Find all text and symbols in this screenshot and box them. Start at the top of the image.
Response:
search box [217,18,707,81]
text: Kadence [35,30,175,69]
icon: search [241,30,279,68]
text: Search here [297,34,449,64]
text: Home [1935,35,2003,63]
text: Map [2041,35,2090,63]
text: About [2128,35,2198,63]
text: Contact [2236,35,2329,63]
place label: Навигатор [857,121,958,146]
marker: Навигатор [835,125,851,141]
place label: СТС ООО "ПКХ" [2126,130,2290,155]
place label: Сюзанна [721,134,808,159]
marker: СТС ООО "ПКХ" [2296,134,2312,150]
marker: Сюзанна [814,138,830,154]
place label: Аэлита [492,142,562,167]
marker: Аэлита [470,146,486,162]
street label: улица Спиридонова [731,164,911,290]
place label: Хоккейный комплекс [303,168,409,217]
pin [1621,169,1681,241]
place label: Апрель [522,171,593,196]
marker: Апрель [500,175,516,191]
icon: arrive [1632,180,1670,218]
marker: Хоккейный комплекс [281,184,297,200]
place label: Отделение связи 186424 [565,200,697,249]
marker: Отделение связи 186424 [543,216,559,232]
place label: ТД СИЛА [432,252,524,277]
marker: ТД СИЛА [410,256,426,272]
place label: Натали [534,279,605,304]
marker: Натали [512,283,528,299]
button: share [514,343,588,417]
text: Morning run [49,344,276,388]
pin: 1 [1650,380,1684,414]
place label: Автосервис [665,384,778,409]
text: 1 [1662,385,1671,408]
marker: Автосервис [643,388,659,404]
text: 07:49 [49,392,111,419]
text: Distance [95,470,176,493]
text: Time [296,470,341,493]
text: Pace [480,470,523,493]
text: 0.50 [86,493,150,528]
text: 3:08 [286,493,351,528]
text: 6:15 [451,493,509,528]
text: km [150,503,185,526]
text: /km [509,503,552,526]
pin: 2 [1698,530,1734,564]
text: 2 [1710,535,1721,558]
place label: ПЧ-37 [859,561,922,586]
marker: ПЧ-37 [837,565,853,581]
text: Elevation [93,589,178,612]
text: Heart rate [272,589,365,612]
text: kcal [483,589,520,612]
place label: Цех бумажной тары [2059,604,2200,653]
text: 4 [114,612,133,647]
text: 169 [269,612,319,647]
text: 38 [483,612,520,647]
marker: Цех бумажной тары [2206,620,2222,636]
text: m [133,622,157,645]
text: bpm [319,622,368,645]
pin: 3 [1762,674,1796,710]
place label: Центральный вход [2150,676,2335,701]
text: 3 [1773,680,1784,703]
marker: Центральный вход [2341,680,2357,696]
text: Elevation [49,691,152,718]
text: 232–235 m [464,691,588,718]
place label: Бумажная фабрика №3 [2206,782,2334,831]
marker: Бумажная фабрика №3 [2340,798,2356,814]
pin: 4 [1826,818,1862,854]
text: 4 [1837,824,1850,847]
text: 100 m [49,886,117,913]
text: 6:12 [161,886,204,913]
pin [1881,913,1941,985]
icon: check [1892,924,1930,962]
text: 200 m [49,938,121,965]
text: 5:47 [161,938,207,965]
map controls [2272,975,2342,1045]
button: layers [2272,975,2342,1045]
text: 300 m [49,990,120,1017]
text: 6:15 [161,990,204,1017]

·····

* [Exercise]: The word "Аэлита" appears in some lines above. Return every one of those lines.

* [Task response]:
place label: Аэлита [492,142,562,167]
marker: Аэлита [470,146,486,162]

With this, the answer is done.